[Supplied data Boundary: Start]

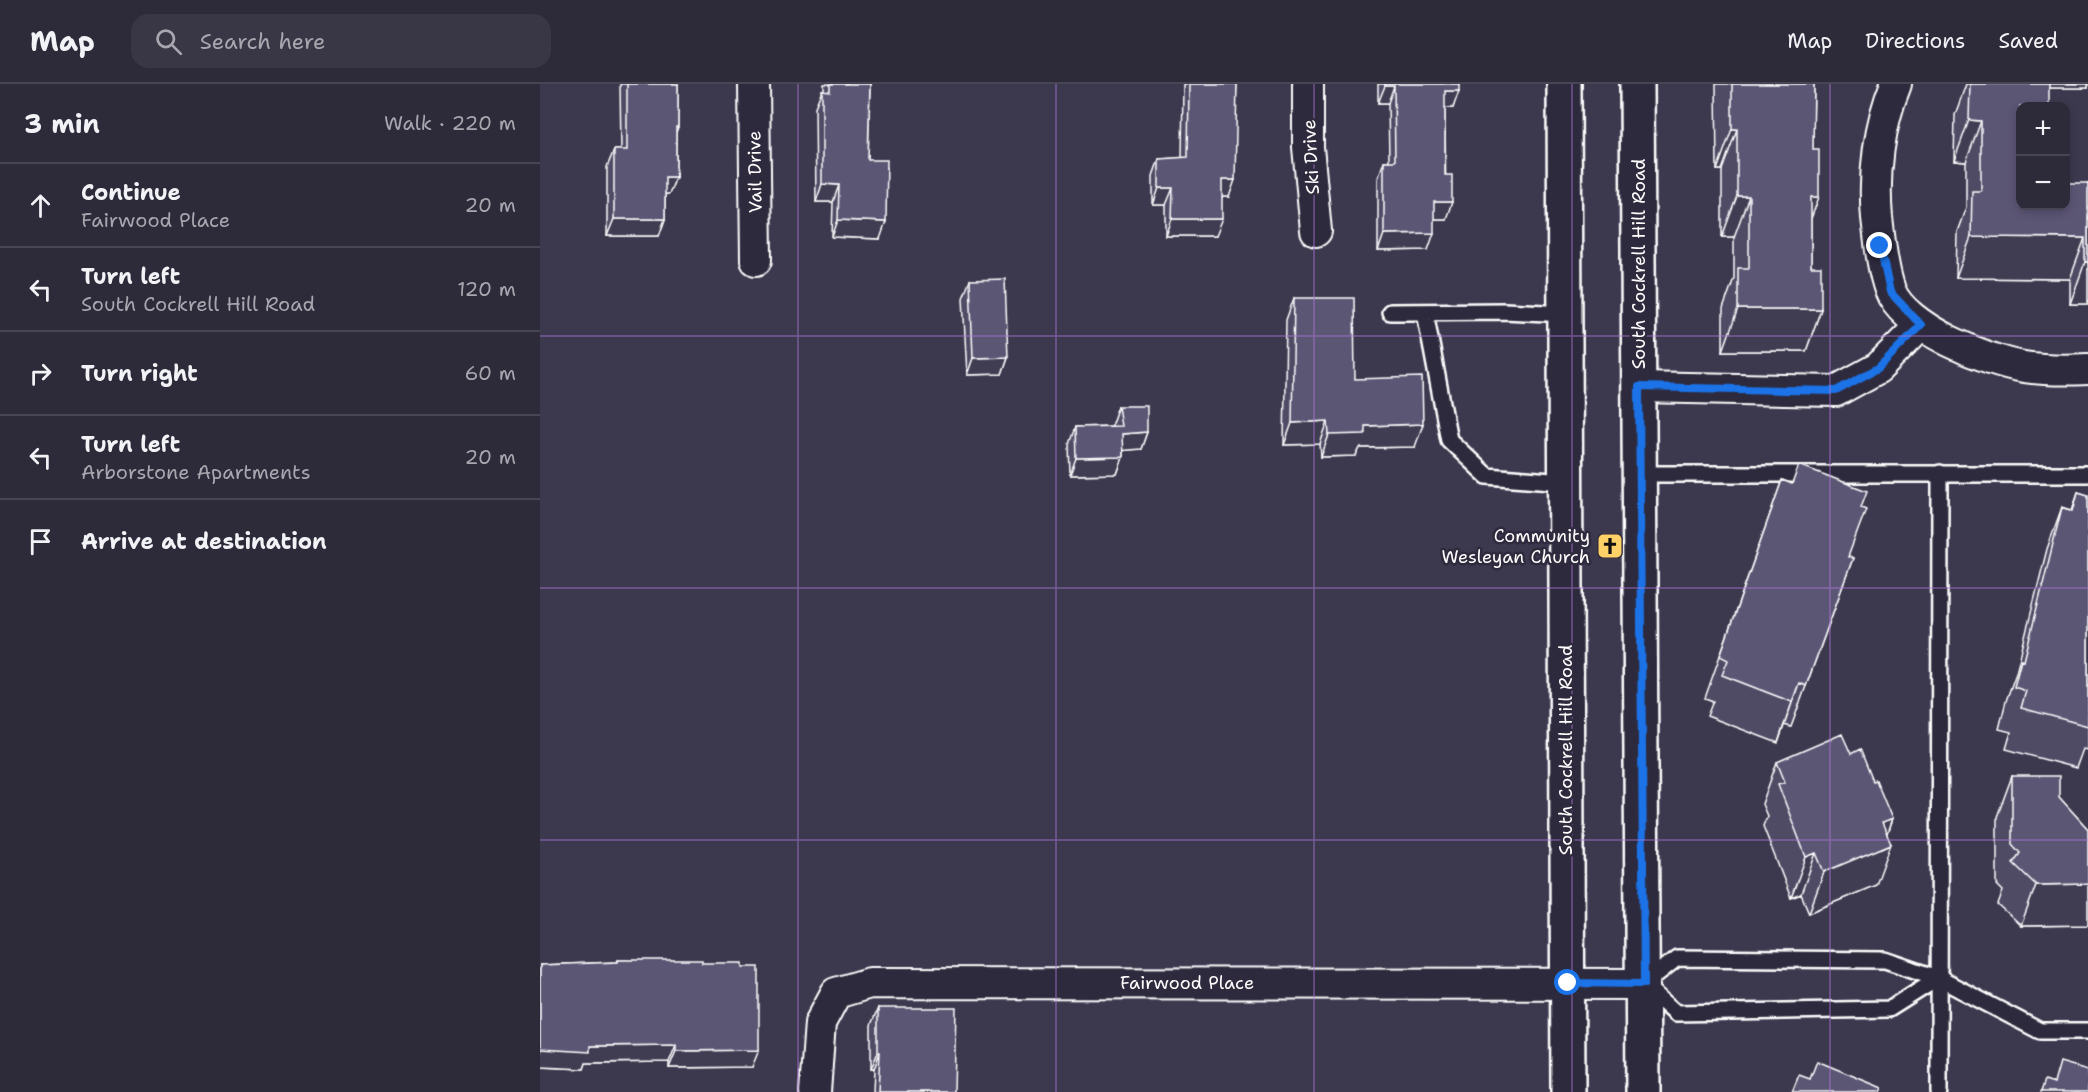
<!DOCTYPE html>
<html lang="en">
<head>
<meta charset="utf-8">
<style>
	body { margin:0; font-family:"Shantell Sans",sans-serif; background:#393645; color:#f1f3f6 }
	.controls { position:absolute; right:18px; top:18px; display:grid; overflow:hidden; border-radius:12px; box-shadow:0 3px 9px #0003 }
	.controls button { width:54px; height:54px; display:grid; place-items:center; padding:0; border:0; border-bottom:2px solid #484654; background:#2d2a3a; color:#f1f3f6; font:30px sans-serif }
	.stop { position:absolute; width:18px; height:18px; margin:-14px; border:4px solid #1a73e8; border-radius:50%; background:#fff }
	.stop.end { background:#1a73e8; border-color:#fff; box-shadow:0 2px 6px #0008 }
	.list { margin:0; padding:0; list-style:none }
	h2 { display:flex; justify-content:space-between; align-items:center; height:78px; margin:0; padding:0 24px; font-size:26px }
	h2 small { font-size:20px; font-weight:400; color:#a7a7af }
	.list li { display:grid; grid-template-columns:39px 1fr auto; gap:18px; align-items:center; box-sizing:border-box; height:84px; padding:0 24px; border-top:2px solid #484654 }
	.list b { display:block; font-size:22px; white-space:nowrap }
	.list p { margin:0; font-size:20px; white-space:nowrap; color:#a7a7af }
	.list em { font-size:20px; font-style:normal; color:#a7a7af }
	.icon { flex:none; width:33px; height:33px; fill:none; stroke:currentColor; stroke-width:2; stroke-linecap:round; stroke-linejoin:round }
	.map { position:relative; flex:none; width:1548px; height:1008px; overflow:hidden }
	header { display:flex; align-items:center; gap:36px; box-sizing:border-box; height:84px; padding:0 30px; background:#2d2a3a; border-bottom:2px solid #484654 }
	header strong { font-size:28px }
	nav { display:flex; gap:33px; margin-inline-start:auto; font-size:21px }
	.search { width:420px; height:54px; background:#393645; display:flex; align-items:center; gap:15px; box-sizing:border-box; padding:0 21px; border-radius:18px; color:#a7a7af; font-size:22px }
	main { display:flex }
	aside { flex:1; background:#2d2a3a }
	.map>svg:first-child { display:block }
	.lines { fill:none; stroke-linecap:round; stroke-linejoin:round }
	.lane-casing { stroke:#fff; stroke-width:20 }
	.street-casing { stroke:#fff; stroke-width:34 }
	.secondary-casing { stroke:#fff; stroke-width:38 }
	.lane { stroke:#2f2a3d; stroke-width:15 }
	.street { stroke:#2f2a3d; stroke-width:30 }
	.secondary { stroke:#2f2a3d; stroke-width:33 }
	.wall { fill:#4f4b65; stroke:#fff; stroke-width:1.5 }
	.shaded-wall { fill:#403d52; stroke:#fff; stroke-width:1.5 }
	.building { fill:#5c5775; stroke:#fff; stroke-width:1.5 }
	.route { stroke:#1a73e8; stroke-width:8 }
	.grid { fill:none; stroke:#a976d5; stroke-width:1.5; stroke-opacity:0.55 }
	.labels { text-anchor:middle; stroke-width:5; stroke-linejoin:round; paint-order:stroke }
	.street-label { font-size:18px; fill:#fff; stroke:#2f2a3d }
	.poi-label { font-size:18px; fill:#fff; stroke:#2f2a3d; text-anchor:end }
</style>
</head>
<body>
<header>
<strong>Map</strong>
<div class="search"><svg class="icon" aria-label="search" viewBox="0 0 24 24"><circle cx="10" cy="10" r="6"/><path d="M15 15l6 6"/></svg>Search here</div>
<nav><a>Map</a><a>Directions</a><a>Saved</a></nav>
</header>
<main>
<aside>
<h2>3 min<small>Walk · 220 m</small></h2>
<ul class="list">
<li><svg class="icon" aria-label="ahead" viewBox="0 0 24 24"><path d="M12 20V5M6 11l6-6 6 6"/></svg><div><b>Continue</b><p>Fairwood Place</p></div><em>20 m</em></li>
<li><svg class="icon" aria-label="left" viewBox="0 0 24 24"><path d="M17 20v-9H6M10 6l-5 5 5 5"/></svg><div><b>Turn left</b><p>South Cockrell Hill Road</p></div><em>120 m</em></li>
<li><svg class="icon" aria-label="right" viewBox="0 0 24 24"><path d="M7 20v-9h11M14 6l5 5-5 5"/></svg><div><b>Turn right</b></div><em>60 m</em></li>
<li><svg class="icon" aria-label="left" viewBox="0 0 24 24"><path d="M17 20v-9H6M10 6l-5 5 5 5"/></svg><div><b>Turn left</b><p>Arborstone Apartments</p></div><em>20 m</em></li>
<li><svg class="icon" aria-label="arrive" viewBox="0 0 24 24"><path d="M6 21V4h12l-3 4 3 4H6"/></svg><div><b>Arrive at destination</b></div></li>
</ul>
</aside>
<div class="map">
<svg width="1548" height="1008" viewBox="0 0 1548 1008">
	<rect width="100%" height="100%" fill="#3c384e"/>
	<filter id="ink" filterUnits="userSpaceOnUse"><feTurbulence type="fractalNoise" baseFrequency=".0167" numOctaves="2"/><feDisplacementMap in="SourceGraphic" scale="12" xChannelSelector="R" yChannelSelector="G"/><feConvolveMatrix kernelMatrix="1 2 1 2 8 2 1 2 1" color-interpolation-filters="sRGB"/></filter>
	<g filter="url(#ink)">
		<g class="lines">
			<!-- lane casing -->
			<g class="lane-casing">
				<path id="lane" d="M850,228L965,227L1025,230
					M885,228L909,356L947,392L1025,398
					M1100,390H1548
					M1398,894L1349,925L1136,929L1104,900L1137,874L1345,876L1398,894L1500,947H1548
					M1399,1008L1400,389"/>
			</g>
			<!-- street casing -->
			<g class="street-casing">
				<path id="street" d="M214,0L216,176
					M768,0V63L776,147
					M1356,0C1339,41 1333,90 1337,134C1340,158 1342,184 1350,206C1364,244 1447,277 1484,283C1504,286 1528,286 1548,285
					M1099,303L1296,307L1338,284L1381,241
					M275,1008L280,939L296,909L330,899L1104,900"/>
			</g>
			<!-- secondary casing -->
			<g class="secondary-casing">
				<path id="secondary" d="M1024,0L1028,1008
					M1097,0L1103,1008"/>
			</g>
			<!-- lane -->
			<use href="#lane" class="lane"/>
			<!-- street -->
			<use href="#street" class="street"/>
			<!-- secondary -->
			<use href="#secondary" class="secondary"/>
		</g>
		<!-- wall -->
		<path class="wall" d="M80,0H138V43L136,49V93L129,110H125V135L119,152H67V83L74,66H81Z
			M284,0H330L328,76L340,155L292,153L293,118H276L275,23L282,6H284Z
			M643,0H697L689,113H682L675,152H626V121H613V92L619,75L642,74Z
			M838,0H919L913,24H905L906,135H894L888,166L838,167V94L844,77H849L848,19H838Z
			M1176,0H1274L1271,136V183L1281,225L1266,267H1183V225L1194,194V153H1182V86H1177Z
			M1426,0H1548V4H1509L1480,122L1548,99V220H1530V195L1416,194L1417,148L1426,123V78L1414,77L1415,31Z
			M430,196L468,273L462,290L427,291L423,214Z
			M754,214L815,295L875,363L820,364L816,372L781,373L780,360L744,361L746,236Z
			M578,322L607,348L601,365L583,366V373L577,390L530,391L529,360L535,343L572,342V339Z
			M1242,396L1321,423L1308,473L1313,474L1251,643L1244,641L1238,659L1167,632L1173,617L1165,614Z
			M1538,408L1548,411V666L1543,665L1536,684L1466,665L1471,648L1459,645L1466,617L1476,589L1507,465L1522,423L1532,426Z
			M1311,670L1333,697L1352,735L1347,750L1336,801L1269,829L1261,810L1251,814L1223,742L1227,732L1222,720L1237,678Z
			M1472,692L1519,713L1548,745V841L1481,842L1458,821L1463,807L1457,801V733Z
			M78,876L162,879L212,983L129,984V978L46,979L44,985L0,983V881L77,878Z
			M338,924L414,1008H333L334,985H331V941Z"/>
		<!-- shaded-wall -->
		<path class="shaded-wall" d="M1499,0H1548V4H1505Z
			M845,2H854L848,19H838Z
			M905,7H919L913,24H899Z
			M1429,36L1441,37L1426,78L1414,77Z
			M1192,45H1197L1182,86H1177Z
			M125,93H136L129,110H119Z
			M682,96H695L689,113H676Z
			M282,100L299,101L293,118H276Z
			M619,104H633L626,121H613Z
			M1197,112H1209L1194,153H1182Z
			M1271,113H1279L1264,154Z
			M894,118H912L906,135H887Z
			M74,135H125L119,152H67Z
			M632,135H682L675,152H626Z
			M298,136L346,138L340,155L292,153Z
			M894,149L888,166L838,167L844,150Z
			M1431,153L1545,154L1530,195L1416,194Z
			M1545,178H1548V220H1530Z
			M1198,225H1281L1266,267H1183Z
			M468,273L462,290L427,291L433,274Z
			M788,337L780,360L744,361L752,339Z
			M883,340L875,363L820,364L816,372L781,373L789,351L825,342Z
			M607,348L601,365L576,367L582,350Z
			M583,373L577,390L530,391L536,374Z
			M1259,599L1244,641L1238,659Z
			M1352,735L1342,764L1351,760L1336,801L1269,829L1284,788L1342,739Z
			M1276,769L1261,810L1251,814L1266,773Z
			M1548,800V841L1481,842L1496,801Z
			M136,961L129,978L46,979L44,985L0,983V965L50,962Z
			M219,966L212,983L129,984L136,967Z
			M338,968H340L334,985H331Z"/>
		<!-- building -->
		<path class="building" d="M87,0H138V43H136V93H125V135H74V66H87Z
			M290,0H330L328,76H347L346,138L298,136L299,101L282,100V6L290,7Z
			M649,0H697L695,96H682V135H632L633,104H619V75L648,73Z
			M845,0H919V7H905V91H912V118H894V149L844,150V77H855L854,2H845Z
			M1192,0H1274L1273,65H1279V113H1271V183H1281V225H1198V184H1209V112H1197V45H1192Z
			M1430,0H1509V22H1480V122H1526V99H1548V178H1545V154L1431,153L1432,107H1441V37L1429,36Z
			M465,195L468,273L433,274L430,196Z
			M754,214H814L815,295L882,293L883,340L825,342V350L789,351L788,337L752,339Z
			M578,322H607V348L582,350L583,373L536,374L535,343L581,342Z
			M1259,381L1327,407L1321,423L1326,425L1308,473L1313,474L1266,602L1259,599L1252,618L1182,591L1188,576L1180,572L1242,396L1252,400Z
			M1538,408L1548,411V642L1481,624L1486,607L1474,603L1481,576L1484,577L1522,423L1533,427Z
			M1302,650L1311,670L1320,665L1333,697L1336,696L1352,735L1342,739L1351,760L1284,788L1276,769L1266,773L1238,700L1245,698L1237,678Z
			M1472,692H1519V713L1548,745V800L1496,801L1473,779L1480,769L1472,760Z
			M78,876H162V879H203V883H219V966L136,967V961L50,962V968L0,965V881L78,878Z
			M338,924H416L414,1008H338L340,968H338Z
			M1277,977L1342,1004L1340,1008H1252L1259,991L1270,995Z
			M1520,978L1548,986V1008H1501L1505,996L1514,999Z"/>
	</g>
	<g class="lines" filter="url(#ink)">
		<!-- route -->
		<path class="route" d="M1028,899L1104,900L1099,303L1296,307L1338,284L1381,241L1350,208L1340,162"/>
	</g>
	<!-- grid -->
	<path class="grid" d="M258,0V1008M516,0V1008M774,0V1008M1032,0V1008M1290,0V1008M0,252H1548M0,504H1548M0,756H1548"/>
	<!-- icons -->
	<defs>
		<g id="church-square" transform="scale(1.35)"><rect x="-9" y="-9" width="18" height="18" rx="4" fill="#ffd166" stroke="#2f2a3d"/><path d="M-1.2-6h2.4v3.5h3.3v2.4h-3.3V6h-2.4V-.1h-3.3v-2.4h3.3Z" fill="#111"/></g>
	</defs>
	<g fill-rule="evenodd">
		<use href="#church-square" x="1070" y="462"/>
	</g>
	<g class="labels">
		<!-- street labels -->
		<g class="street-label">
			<text transform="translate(771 73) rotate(-93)" y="6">Ski Drive</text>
			<text transform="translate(215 88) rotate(-91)" y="6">Vail Drive</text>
			<text transform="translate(1099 180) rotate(-90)" y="6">South Cockrell Hill Road</text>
			<text transform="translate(1026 666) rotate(-90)" y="6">South Cockrell Hill Road</text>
			<text x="647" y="905">Fairwood Place</text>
		</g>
		<!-- poi labels -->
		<g class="poi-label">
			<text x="1050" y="458">Community<tspan x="1050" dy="21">Wesleyan Church</tspan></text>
		</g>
	</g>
</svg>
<div class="controls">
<button>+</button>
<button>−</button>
</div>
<div class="stop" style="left:1028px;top:899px"></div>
<div class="stop end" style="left:1340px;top:162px"></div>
</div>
</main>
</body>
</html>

[Supplied data Boundary: End]

Task details:
Whenever the string "strong" shows up in a line of the records, copy that line.

Task answer:
	header strong { font-size:28px }
<strong>Map</strong>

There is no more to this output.